### TRY IT:
Would you return the data exactly as given, except for its pictures?

### EXERCISE DATA:
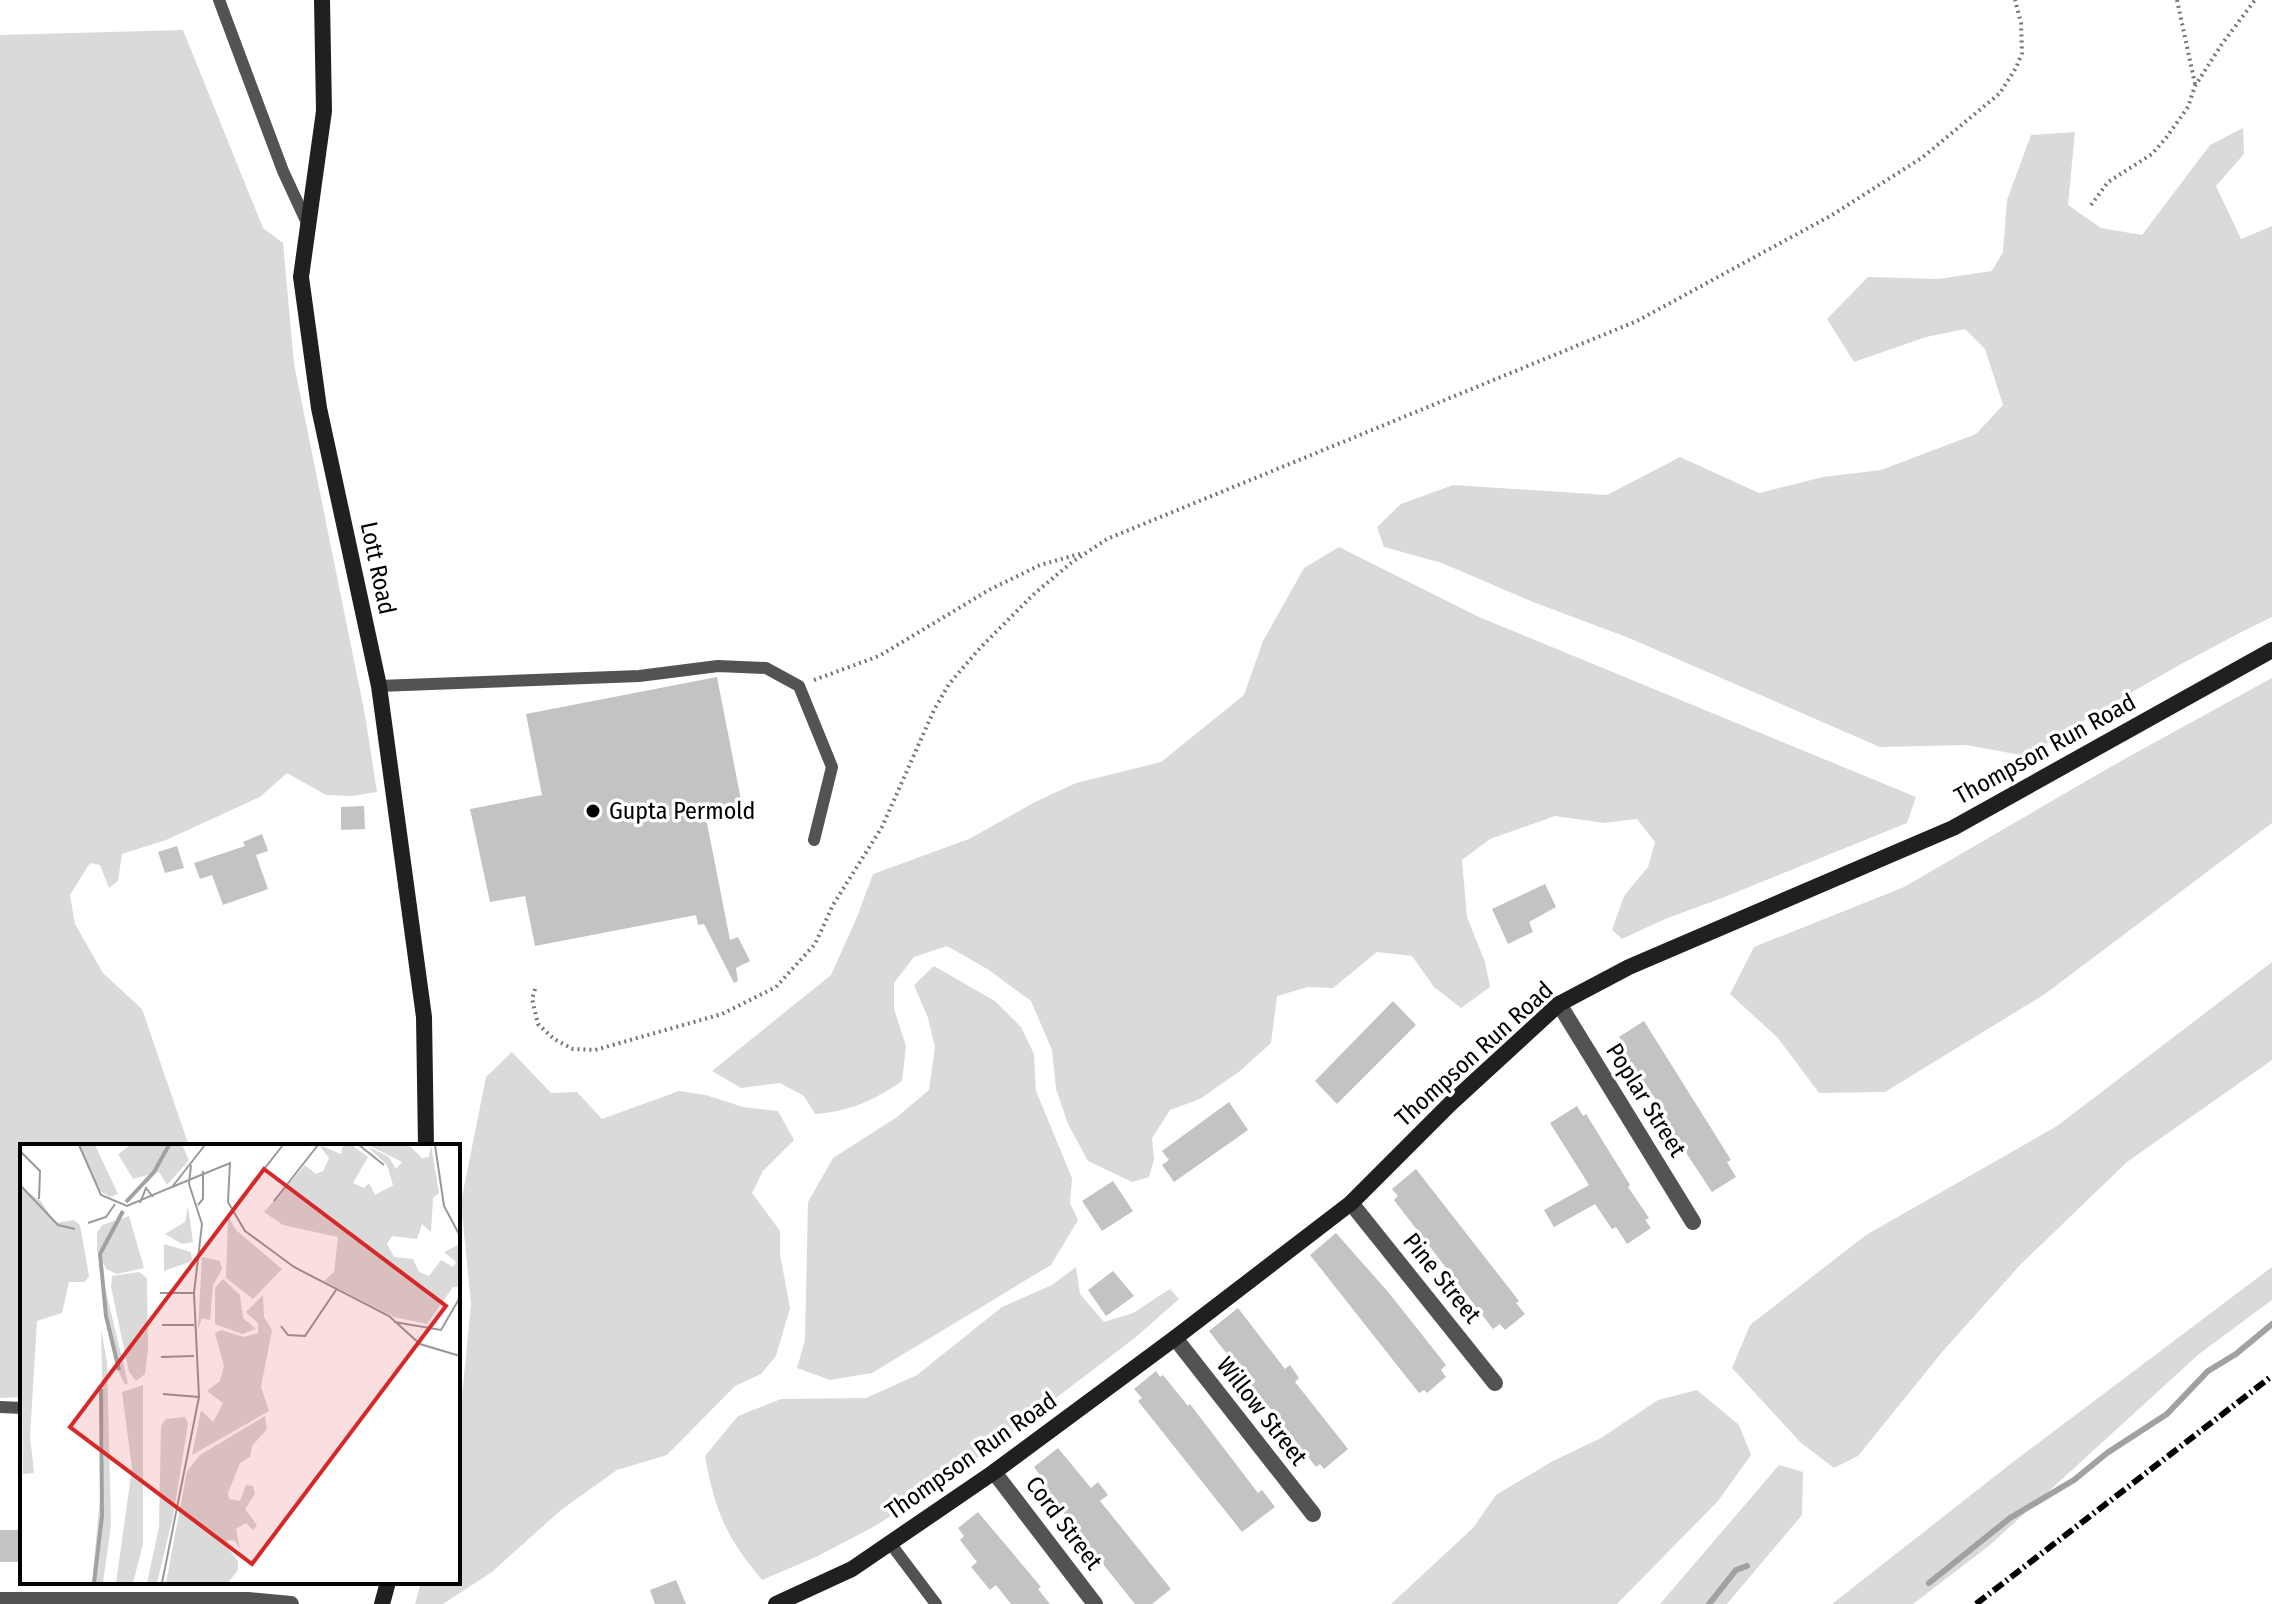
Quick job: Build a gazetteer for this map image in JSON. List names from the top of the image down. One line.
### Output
{"streets":{"street":["Lott Road","Thompson Run Road","Poplar Street","Pine Street","Willow Street","Cord Street"]},"crossings":[["Thompson Run Road","Poplar Street"],["Thompson Run Road","Pine Street"],["Thompson Run Road","Willow Street"],["Thompson Run Road","Cord Street"]],"places":["Gupta Permold"]}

### RESULT FOR THIS EXERCISE:
Quick job: Build a gazetteer for this map image in JSON. List names from the top of the image down. One line.
### Output
{"streets":{"street":["Lott Road","Thompson Run Road","Poplar Street","Pine Street","Willow Street","Cord Street"]},"crossings":[["Thompson Run Road","Poplar Street"],["Thompson Run Road","Pine Street"],["Thompson Run Road","Willow Street"],["Thompson Run Road","Cord Street"]],"places":["Gupta Permold"]}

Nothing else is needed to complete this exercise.